The metric expansion leads naturally to recession speeds which exceed the "speed of light" c and to distances which exceed c times the age of the universe, which is a frequent source of confusion among amateurs and even professional physicists.[1] The speed c has no special significance at cosmological scales.

Two flash lights pointed in opposite directions have photons moving away from each other at 2x c. In the same manner, two bodies of mass (2 spaceships) leaving the same body of mass (the earth) but in opposite directions, could each attain over time a velocity of 99% c with respect to the rest mass, and thus would be moving away from each other at 1.98x c. Add in timespace expansion, and it could be more than 2x c.

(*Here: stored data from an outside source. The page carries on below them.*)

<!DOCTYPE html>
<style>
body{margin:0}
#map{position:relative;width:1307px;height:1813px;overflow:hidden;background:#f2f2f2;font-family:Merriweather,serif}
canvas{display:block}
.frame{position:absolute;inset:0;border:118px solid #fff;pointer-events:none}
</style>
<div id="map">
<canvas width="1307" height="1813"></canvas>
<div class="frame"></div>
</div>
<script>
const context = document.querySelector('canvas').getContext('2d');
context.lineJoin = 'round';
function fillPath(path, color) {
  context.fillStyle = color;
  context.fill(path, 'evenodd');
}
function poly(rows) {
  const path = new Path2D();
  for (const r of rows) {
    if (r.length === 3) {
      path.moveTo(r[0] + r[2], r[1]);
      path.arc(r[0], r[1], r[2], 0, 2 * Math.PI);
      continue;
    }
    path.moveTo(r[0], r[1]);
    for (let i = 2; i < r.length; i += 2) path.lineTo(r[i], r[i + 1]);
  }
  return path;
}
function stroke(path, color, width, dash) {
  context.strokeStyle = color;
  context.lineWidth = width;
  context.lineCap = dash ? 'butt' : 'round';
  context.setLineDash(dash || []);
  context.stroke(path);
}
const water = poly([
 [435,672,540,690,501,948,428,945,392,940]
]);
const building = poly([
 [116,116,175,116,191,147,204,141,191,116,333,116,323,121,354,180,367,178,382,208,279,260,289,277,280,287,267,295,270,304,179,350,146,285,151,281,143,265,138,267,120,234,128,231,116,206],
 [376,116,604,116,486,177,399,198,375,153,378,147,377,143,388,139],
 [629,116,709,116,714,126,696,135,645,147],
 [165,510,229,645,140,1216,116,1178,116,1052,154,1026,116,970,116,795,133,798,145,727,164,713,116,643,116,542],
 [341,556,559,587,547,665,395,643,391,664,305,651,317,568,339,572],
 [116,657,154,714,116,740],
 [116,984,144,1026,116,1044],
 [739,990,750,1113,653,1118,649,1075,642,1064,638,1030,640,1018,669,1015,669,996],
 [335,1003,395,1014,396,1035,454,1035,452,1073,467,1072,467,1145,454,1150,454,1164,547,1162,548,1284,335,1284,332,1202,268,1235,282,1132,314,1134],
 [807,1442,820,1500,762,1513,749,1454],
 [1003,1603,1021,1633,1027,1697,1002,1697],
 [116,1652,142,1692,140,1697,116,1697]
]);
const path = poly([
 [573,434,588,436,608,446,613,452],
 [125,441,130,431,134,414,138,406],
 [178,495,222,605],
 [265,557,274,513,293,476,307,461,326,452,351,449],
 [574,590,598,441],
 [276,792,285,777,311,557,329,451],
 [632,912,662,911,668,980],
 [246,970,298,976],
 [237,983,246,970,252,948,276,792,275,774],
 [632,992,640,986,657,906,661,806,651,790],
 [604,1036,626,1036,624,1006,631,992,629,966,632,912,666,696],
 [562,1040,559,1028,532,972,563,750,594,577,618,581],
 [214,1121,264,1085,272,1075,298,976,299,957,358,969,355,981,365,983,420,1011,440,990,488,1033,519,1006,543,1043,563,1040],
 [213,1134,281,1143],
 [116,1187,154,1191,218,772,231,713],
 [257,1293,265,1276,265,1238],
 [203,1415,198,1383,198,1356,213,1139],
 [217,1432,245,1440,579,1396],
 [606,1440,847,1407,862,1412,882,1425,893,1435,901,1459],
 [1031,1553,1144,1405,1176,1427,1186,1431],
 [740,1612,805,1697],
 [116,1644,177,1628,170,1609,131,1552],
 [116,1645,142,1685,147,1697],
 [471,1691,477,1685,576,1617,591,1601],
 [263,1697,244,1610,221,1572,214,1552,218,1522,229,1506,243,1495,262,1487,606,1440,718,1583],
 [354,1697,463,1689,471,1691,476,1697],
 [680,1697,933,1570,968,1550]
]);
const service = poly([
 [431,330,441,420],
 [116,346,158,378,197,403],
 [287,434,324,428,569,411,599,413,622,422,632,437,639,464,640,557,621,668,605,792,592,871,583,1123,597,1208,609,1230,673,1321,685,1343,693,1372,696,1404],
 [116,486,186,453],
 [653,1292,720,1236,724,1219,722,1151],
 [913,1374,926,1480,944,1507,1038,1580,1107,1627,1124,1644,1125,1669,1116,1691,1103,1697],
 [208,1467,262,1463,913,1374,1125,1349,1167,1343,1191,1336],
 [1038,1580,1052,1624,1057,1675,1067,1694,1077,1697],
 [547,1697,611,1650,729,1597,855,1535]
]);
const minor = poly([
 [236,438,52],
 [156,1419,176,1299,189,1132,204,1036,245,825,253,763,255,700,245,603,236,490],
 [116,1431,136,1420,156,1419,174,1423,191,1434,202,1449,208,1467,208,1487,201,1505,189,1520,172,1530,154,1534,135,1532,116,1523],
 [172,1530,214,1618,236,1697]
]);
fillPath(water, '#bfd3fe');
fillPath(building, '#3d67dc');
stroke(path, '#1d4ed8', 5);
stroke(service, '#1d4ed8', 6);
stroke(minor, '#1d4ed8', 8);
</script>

Neither object violated any physics because it never exceeded c with respect to the rest object.

Space itself can expand faster than c. Objects other than photons have not been observed to attain c. According to relativity you do not sum objects moving away from each other at speeds that become relativistic and attain results higher than c. They will measure each other as receding at no more than c. At cosmological scales you have to take into consideration the expansion of space itself which "frame drags" the matter along with it. There is a distinction between the scenarios though and your flashlight analogy is wrong. That was part of Einstein's relativity thought experiments. The thing with galaxies that are far enough away that space expansion is relevant, is that you will not be able to observe them if they are expanding away. The light from them will never reach us since space itself could be expanding faster than light is travelling.